If I get another western saddle, I'd want another synthetic as it will be strictly for training and trail purposes and will get dirty, wet, etc. I'm sure it was just a fluke that my Wintec broke (I bought it used so who knows how it was treated!) but does anyone have reccomendations on good western synthetic brands? Or would a good quality used leather saddle really be better for trails? 

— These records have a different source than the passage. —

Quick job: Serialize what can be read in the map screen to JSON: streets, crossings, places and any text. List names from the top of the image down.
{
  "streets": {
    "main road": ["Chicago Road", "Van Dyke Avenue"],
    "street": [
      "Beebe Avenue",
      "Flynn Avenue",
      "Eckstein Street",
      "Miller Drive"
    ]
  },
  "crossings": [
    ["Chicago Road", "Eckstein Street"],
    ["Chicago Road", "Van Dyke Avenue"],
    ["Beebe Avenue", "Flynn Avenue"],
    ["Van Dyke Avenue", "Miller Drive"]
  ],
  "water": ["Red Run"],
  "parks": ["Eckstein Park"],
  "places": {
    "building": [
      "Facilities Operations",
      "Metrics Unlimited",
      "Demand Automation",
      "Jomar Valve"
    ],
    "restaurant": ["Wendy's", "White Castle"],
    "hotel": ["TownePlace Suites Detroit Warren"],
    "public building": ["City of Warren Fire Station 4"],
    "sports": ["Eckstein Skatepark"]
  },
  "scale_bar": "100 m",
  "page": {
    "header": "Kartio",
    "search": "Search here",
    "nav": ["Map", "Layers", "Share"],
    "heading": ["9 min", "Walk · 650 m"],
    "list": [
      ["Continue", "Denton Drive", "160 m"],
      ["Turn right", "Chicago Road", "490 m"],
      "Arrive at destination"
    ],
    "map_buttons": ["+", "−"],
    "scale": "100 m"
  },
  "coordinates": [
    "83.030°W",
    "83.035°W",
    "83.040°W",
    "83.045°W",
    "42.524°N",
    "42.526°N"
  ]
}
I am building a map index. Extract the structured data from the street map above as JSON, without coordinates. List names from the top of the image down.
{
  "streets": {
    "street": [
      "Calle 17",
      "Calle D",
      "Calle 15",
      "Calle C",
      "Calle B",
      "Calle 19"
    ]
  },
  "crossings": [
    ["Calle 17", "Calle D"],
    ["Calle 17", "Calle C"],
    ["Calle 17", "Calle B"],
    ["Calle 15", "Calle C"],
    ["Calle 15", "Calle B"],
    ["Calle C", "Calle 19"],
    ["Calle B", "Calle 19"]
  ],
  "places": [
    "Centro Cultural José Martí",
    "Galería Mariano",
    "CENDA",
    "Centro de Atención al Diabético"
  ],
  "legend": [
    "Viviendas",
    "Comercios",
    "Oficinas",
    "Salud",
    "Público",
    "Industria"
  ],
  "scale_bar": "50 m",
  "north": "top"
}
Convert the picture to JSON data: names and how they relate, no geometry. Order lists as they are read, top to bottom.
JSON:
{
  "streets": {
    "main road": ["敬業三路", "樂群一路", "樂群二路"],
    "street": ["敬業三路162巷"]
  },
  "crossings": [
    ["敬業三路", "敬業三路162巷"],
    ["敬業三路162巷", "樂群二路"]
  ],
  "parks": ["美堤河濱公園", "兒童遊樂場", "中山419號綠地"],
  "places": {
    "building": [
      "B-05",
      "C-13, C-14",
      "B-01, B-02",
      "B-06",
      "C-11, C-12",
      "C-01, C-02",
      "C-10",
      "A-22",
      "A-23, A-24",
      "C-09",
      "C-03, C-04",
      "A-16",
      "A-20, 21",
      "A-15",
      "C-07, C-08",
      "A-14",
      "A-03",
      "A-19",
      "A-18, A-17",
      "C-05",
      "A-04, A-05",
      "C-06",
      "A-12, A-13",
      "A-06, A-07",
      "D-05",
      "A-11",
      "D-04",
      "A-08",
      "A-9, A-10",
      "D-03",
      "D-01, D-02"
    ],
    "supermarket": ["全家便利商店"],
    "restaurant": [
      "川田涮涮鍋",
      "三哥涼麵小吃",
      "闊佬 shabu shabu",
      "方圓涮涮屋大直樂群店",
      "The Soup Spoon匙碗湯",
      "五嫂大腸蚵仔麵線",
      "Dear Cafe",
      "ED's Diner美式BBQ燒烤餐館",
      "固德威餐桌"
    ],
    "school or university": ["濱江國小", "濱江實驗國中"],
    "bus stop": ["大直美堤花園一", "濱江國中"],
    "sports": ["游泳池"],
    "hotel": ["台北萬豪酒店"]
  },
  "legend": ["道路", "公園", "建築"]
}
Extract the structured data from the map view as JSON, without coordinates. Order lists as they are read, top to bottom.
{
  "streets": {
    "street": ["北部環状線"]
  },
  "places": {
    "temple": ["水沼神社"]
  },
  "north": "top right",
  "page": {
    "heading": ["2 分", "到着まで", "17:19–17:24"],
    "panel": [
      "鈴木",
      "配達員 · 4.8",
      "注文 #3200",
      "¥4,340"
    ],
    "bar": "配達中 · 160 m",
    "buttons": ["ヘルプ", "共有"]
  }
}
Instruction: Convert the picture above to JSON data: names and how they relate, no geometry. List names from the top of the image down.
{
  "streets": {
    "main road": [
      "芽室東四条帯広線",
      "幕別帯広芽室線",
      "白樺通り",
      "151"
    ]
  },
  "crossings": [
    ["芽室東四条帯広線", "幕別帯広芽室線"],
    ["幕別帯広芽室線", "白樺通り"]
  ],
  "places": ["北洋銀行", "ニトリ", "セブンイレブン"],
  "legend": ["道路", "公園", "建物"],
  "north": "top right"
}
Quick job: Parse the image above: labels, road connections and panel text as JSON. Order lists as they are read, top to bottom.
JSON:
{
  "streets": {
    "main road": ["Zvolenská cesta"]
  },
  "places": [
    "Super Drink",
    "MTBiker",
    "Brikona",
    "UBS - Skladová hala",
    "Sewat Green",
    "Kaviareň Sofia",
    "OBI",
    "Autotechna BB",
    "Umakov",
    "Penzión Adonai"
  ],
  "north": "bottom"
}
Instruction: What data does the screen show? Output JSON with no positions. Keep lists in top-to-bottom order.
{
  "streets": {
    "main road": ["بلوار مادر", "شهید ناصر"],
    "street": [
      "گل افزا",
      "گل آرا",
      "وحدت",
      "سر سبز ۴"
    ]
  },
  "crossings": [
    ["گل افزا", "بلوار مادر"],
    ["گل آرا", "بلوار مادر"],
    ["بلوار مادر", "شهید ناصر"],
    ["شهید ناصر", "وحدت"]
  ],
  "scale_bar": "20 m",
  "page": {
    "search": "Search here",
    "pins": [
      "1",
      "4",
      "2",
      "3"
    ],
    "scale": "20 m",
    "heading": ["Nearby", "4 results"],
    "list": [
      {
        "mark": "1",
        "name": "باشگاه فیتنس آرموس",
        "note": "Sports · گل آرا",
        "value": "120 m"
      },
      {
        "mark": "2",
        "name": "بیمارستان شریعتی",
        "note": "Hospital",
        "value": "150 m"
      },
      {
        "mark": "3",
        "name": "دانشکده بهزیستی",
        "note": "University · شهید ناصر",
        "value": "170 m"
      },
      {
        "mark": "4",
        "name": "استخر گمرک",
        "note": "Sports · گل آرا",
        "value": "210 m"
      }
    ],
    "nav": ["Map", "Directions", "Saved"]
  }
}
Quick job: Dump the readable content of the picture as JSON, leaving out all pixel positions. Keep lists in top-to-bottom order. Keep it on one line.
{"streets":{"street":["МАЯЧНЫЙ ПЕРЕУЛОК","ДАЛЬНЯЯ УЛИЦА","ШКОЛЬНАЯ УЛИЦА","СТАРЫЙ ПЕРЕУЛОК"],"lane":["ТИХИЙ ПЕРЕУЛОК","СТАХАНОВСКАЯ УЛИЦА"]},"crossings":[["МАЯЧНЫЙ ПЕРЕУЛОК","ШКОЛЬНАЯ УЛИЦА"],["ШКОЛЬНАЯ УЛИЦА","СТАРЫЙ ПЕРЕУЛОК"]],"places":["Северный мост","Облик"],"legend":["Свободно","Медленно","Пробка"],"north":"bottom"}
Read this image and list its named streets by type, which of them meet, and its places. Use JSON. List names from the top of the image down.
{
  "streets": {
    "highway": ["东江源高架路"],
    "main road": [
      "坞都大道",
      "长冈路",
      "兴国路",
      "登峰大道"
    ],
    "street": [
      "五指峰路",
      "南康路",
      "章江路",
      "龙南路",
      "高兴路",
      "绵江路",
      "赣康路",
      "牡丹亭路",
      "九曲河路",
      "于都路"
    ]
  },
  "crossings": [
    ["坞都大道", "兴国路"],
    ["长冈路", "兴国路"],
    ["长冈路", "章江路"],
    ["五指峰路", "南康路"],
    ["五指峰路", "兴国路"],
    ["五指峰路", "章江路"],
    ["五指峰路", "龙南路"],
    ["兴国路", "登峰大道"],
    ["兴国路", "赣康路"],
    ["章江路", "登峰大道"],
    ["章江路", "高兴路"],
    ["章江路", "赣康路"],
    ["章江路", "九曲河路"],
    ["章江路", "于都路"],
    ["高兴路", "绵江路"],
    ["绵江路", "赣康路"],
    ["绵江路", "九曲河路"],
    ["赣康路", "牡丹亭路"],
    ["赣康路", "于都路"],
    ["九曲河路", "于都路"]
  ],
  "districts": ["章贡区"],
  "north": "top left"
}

My mare and I spent the last many years showing and are now enjoying her semi retirement on the trails so I'd love some advice from those with lots of trail experience! She's an Arab with typical Arab structure if that makes a difference in anyones opinion  Thanks!


----------



## DraftyAiresMum

I have sat quite a few Aussie saddles and ridden in one once (although it was WAY too small for me). I LOVE them. When my boy finishes growing, that's what I'm going to get. You do have to be careful not to get a cheap, made in India, piece of crap, though. They'll break and become useless soooo fast! With Australian stock saddles, "you get what you pay for" is definitely true. I know people who have had the cheap ones. They HATED them. I know someone who owns one custom fit to her horse by the owner of the Australian Stock Saddle Company (top manufacturer in the US...they handmake all their saddles and the owner is from Australia...I've actually talked to him on the phone) and she would never own another saddle...ever. She hardly EVER uses her $1500 Circle Y saddle that was custom fit to her horse as well. One thing about the Aussie saddle is that the seat is built on a suspension of webbing instead of directly on the tree like a Western saddle is, so it's a lot more comfortable of a ride. The way it is built also "forces" you to ride correctly (or at least with the correct posture lol...what you do with your hands is your business).


----------



## christabelle

I grew up riding In western saddles, and bought an Aussie when I started endurance riding ( western types are not reccomended). I will never go back. They are more comfy and more secure. Anyone I know that has ridden in an Aussie saddle will never ride with another type again (trail/endurance folk... Not the show crowd, to be clear) I find them a tad harder to put on the horse than a western type saddle, because of the sweat flaps.
_Posted via Mobile Device_


----------



## bsms

I've got a Circle Y Arabian saddle and a couple of DownUnder Australian style saddles (in different sizes).

A genuine Australian saddle starts at around $2500 and goes up quickly, so most are out of my price range. The ones made outside of Australia are usually made in India, with varying degrees of oversight. The DownUnder saddles can usually be bought at a discount at around $750-800 new.

Compared to a western or English saddle, they don't compare to a Bates or Circly Y - but then, they don't cost as much either. On mine, the leather was decent for that price but needed oiling (or Passier Lederbalsam, which I prefer). The stitching is coarser, but durable enough.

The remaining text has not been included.